● Exercise instructions: Run through the records and, wherever a line holds the word "rows", return that line.

Top of Data for analysis

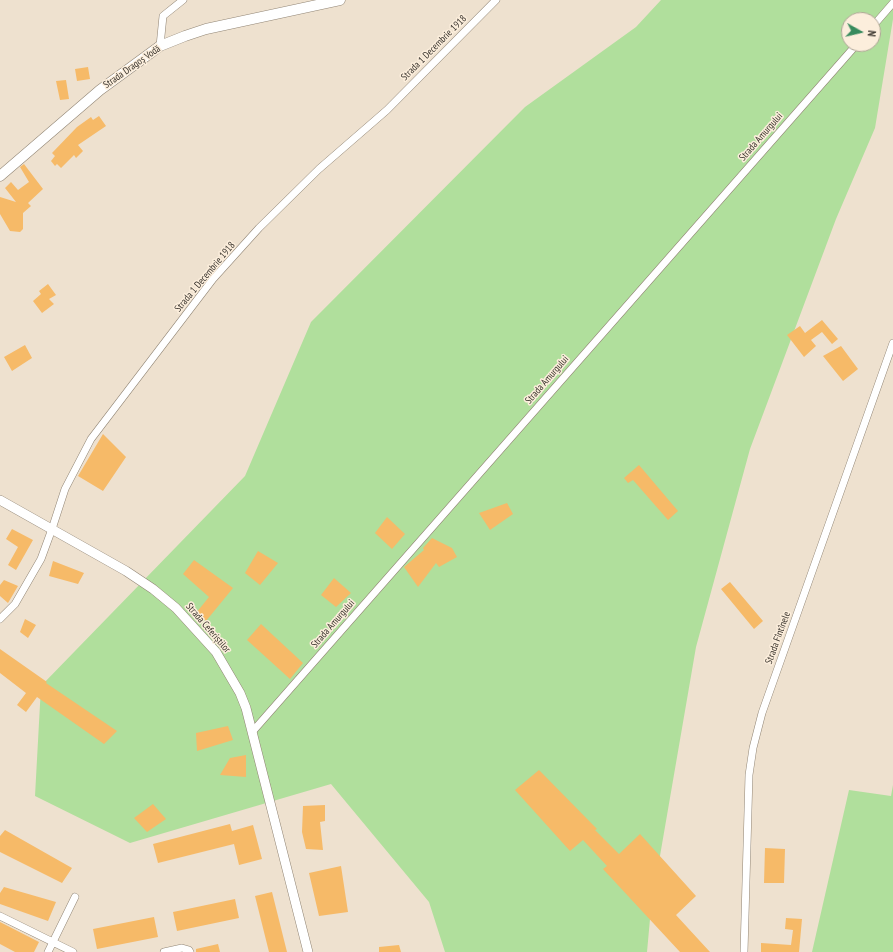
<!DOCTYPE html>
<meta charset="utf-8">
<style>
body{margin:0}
#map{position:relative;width:893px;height:952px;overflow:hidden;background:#eee1cf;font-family:"PT Sans Narrow",sans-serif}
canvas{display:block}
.north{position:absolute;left:841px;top:12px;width:40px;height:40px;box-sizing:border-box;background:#fceedc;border:1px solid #aea496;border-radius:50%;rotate:98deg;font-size:11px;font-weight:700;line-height:16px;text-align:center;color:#3a352e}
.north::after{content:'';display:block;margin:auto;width:14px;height:18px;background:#388b5d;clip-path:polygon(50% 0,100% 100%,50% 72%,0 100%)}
</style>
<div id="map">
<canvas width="893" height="952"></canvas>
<div class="north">N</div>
</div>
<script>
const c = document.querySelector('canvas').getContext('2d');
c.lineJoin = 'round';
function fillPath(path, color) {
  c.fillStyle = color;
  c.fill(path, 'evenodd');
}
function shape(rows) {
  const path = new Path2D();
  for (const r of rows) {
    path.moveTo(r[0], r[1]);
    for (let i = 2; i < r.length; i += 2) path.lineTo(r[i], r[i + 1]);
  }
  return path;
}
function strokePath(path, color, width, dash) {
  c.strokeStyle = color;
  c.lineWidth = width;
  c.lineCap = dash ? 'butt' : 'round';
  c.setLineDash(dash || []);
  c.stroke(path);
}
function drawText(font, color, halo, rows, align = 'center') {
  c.font = font + ' "PT Sans Narrow",sans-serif';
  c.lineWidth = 3;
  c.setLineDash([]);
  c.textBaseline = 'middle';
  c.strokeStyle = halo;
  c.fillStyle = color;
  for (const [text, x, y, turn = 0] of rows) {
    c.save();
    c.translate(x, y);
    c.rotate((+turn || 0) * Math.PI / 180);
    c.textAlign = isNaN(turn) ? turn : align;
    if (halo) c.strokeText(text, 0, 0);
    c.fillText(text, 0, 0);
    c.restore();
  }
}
fillPath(shape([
 [661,0,893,0,893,19,875,128,836,219,750,449,696,647,651,908,647,952,445,952,429,902,331,784,130,843,35,796,41,686,245,476,311,322,525,107,636,27],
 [849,20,873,20,873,44,849,44],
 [893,785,893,952,812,952,849,790,891,796]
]), '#b0df9c');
fillPath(shape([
 [88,67,90,79,77,81,75,69],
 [66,80,69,99,60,100,56,81],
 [99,116,106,126,78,145,83,151,76,158,74,155,61,168,57,164,55,166,51,161,55,156,52,153,77,127,91,117,93,120],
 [24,164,43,189,28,203,31,206,23,213,23,229,20,232,10,231,0,214,0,197,16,202,5,188,11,182,18,190,29,182,20,167],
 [48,284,56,295,49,299,54,304,42,313,33,301,41,294,39,291],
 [822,320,838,339,832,344,822,332,811,340,816,346,804,357,787,335,800,326,805,333],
 [25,345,32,358,12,371,4,357],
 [841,346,858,369,843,381,823,356],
 [103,434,126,457,103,491,78,476],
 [639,465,678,511,668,520,633,480,628,483,624,478],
 [507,503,513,514,490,530,479,513],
 [387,517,405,534,392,549,375,533],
 [12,529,33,540,16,570,8,565,18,547,6,539],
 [432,538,452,548,457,557,439,567,436,563,418,587,404,567,424,550,423,548],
 [258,551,278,563,260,585,245,573],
 [194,560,233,588,206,621,196,613,209,597,183,574],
 [53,561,84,573,78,584,49,576],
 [334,578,351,593,336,607,321,595],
 [4,580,18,586,8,603,0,596,0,585],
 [730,582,763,621,754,629,721,589],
 [25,619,36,625,28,638,20,632],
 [261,624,303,663,290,679,247,640],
 [0,649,47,682,46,683,117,731,104,744,37,697,26,712,17,705,26,693,0,673],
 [228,726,233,740,197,751,196,733],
 [246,755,246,777,220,775,230,758],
 [539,770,597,829,595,830,619,854,640,834,696,896,676,915,710,952,680,952,603,869,607,866,583,840,570,851,515,790],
 [153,804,166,819,147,832,134,818],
 [325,805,325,821,320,822,323,850,306,849,302,832,303,806],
 [230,824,232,831,253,825,262,859,239,865,234,844,158,863,153,844],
 [5,830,72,868,62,883,0,852,0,836],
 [765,848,785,849,784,883,764,883],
 [341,866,348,912,319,916,309,873],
 [4,887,56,902,48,921,0,904,0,893],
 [272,892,287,952,269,952,255,896],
 [235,899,239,918,177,931,173,912],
 [154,917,158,937,97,949,93,929],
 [786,918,802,919,799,952,761,952,761,943,791,945,793,930,785,929],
 [0,922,39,942,34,952,15,952,0,944],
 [218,944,220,952,196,952,196,949],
 [399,945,401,952,379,952,379,947]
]), '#f6ba68');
const minor = shape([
 [873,26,893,3],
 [160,46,163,16,183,0],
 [0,619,15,604,41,559,52,529,65,489,91,439,213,279,259,228,319,169,387,110,496,0],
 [253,731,857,44],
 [0,916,73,952],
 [48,952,75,897],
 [164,952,182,948,189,950,190,952],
 [744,952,749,775,753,748,762,713,893,343]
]);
const tertiary = shape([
 [0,500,126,571,153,589,176,608,216,652,240,693,246,708,308,952]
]);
const secondary = shape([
 [0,176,100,90,160,46,185,36,206,29,340,0]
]);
strokePath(minor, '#918575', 8);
strokePath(tertiary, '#918575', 10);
strokePath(secondary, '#918575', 11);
strokePath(minor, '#fff', 7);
strokePath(tertiary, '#fff', 9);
strokePath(secondary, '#fff', 10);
drawText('10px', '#3a352e', '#fceedc', [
 ["Strada 1 Decembrie 1918",434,48,-45],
 ["Strada Dragoș Vodă",132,67,-35],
 ["Strada Amurgului",761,137,-49],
 ["Strada 1 Decembrie 1918",205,277,-50],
 ["Strada Amurgului",547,380,-49],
 ["Strada Amurgului",333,624,-49],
 ["Strada Ceferiștilor",208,628,49],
 ["Strada Fîntînele",778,638,-70]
]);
</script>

Bottom of Data for analysis

● Answer for this exercise:
function shape(rows) {
  for (const r of rows) {
function drawText(font, color, halo, rows, align = 'center') {
  for (const [text, x, y, turn = 0] of rows) {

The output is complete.